Я кивнула. Сегодня особенный день: сегодня все говорят, что секс не главное.
– Он увлекается Манном, мне нужно, чтобы нам было о чем говорить, понимаете? «Буквоед» закрыт, сегодня всё закрыли, магазины, рестораны, всё. Улица пустая, всё вымерло. Где мне взять Манна? А у вас, соседи сказали, – книги.
Наконец-то я поняла. Конечно, я могу отдать ей Томаса Манна.
– Вы прочитайте «Будденброки», это классический роман о семье, вам будет интересно. А вот «Иосиф и его братья» – довольно сложное произведение… Погодите, а может быть, ваш друг читает Генриха Манна? «Молодые годы короля Генриха IV» или «Зрелые годы…»? Генрих Манн тоже есть, светло-серый, в восьми томах. Очень интересно, про королей, не оторветесь…
– Я подсмотрю, какой Манн, и зайду. Вы молодец, ничего не работает, а вы открыты…
Что она имела в виду? Что все боятся вируса и не открывают двери, а я открыла, или что я открыта к людям и готова отдать ей любого Манна, которого она пожелает?
Я услышала звук разбивающейся тарелки.
– Кто приходил? – по-хозяйски спросил Маратик, собирая осколки.
Уронил гренки на пол! Наврал, что он официант? Хотя я своими глазами видела его в «Фартуке» в переднике и с подносом.
– За каким-нибудь Манном… Томасом или Генрихом.
Мы посмотрели новости: в городе объявлен режим самоизоляции. Все закрыто. «Фартук» закрыт, Маратику не нужно на работу.
Маратик улыбнулся:
– Отличный режим: никто не работает, все едят. Мне нравится.
Неужели он не чувствует, как это страшно: улица Рубинштейна пустая, как будто война, комендантский час… В пьесе «Мой бедный Марат»: блокада, темень, бомбежки, страх, девочка Лика одна в полуразрушенной квартире на Фонтанке.
– Как в пьесе «Мой бедный Марат»: блокада, темень, бомбежки, страх, девочка Лика одна в полуразрушенной квартире на Фонтанке, к ней приходит Марат, и дальше они уже вместе… Это совсем рядом было, может, в соседнем доме, – сказал Маратик.
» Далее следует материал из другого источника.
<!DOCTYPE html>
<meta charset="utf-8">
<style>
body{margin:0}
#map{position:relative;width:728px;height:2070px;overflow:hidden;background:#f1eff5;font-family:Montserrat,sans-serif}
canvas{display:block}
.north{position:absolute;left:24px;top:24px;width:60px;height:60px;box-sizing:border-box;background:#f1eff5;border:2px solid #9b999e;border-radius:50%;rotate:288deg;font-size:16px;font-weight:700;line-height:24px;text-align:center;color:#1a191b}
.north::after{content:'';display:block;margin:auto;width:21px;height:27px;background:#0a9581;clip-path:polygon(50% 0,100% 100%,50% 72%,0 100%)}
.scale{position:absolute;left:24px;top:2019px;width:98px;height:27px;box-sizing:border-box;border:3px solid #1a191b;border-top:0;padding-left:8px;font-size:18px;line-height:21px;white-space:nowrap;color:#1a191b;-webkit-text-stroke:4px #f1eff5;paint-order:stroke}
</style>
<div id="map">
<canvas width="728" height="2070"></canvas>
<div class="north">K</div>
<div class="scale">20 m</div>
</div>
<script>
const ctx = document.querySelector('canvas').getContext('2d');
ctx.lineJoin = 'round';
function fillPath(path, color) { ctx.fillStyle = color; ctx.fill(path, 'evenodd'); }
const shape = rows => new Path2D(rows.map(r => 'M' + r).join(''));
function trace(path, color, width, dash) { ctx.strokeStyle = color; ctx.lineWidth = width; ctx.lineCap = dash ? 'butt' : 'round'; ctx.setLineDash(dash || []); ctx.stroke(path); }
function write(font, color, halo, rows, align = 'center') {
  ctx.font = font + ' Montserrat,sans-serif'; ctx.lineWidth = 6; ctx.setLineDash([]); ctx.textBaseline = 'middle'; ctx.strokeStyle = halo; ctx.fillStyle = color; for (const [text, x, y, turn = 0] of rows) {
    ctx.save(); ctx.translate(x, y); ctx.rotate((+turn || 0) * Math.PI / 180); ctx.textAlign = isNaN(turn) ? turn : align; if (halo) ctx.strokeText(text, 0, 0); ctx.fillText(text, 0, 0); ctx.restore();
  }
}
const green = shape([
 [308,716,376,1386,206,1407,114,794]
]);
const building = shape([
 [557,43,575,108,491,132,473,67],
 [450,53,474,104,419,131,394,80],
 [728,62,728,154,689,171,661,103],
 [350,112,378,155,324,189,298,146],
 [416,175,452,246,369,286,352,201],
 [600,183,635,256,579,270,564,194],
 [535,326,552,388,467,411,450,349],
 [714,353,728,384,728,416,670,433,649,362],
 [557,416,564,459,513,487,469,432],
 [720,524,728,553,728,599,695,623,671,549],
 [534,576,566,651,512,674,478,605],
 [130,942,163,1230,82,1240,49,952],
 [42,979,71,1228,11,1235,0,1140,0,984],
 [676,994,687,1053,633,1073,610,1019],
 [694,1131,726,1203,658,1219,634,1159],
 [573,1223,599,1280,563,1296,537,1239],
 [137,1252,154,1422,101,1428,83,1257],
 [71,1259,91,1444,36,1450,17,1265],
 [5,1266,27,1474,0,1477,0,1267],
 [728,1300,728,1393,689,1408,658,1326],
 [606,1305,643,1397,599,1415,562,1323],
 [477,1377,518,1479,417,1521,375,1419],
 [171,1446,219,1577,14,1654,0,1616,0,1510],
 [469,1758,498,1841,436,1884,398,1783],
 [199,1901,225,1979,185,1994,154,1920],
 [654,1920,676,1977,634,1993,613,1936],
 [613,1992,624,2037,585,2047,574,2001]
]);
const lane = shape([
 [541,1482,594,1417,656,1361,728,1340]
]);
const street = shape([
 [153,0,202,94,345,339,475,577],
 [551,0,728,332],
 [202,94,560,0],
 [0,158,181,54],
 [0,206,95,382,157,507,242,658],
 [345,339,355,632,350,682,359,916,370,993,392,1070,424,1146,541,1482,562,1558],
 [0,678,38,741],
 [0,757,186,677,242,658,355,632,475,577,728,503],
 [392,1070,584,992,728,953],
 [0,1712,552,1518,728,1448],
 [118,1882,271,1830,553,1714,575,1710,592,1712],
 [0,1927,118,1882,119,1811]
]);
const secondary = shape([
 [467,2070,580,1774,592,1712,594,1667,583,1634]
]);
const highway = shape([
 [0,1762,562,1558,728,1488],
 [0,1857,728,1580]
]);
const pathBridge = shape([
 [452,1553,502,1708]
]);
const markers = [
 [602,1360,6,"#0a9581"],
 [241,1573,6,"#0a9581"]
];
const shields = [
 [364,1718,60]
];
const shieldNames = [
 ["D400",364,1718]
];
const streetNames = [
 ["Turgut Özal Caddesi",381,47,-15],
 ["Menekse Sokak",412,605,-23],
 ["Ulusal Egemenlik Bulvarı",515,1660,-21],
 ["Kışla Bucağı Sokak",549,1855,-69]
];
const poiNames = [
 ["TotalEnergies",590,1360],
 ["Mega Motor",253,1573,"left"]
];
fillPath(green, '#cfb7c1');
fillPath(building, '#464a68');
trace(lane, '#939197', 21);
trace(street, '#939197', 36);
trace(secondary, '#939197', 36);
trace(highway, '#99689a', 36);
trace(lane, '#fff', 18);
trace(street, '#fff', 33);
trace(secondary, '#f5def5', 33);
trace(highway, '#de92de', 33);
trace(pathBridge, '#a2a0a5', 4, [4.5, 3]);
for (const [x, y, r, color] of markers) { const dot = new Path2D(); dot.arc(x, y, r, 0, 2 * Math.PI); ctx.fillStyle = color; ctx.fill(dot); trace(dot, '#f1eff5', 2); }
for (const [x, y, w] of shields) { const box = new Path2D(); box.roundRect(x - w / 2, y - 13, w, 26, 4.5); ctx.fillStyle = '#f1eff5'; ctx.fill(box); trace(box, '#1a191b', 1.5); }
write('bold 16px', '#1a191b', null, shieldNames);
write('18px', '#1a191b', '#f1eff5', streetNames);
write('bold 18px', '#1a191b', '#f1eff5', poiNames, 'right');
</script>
Если бы в окно постучали, я бы выглянула, а там – обезьяны или пришельцы, я бы меньше удивилась. Маратик дословно повторил то, что я произнесла про себя. Он что, читает мои мысли?
– Ты здесь одна? Страшно, когда стреляют? Дом разрушенный… – процитировал Маратик и пояснил: – Я два раза видел спектакль «Мой бедный Марат», один раз в ТЮЗе, другой в Комиссаржевке. …Возьмешь к себе бедного Маратика? Можно я самоизолируюсь у тебя? Если тебя смущает, что ты ничего обо мне не знаешь, то ведь и я ничего о тебе не знаю.
Я иногда обращаю внимание на маленьких детей, как они знакомятся на пляже или в песочнице: скажут, как зовут и сколько лет, и начинают играть. Мы с Маратиком быстро, как дети в песочнице, рассказали о себе. Я – 23 года, окончила английское отделение филфака Герцена, учусь в магистратуре, переводчик с английского и финского, финский учила в финской школе на Большой Конюшенной. Маратик – 25 лет, официант в «Фартуке», у Маратика однокомнатная квартира в Купчине, где, кроме Маратика, живут его жена, ребенок и друг жены, Маратик спит с ребенком на кухне.
Я честно рассказала, а Маратик соврал! Нет у него никакой кухни в Купчине, жены, друга жены и ребенка.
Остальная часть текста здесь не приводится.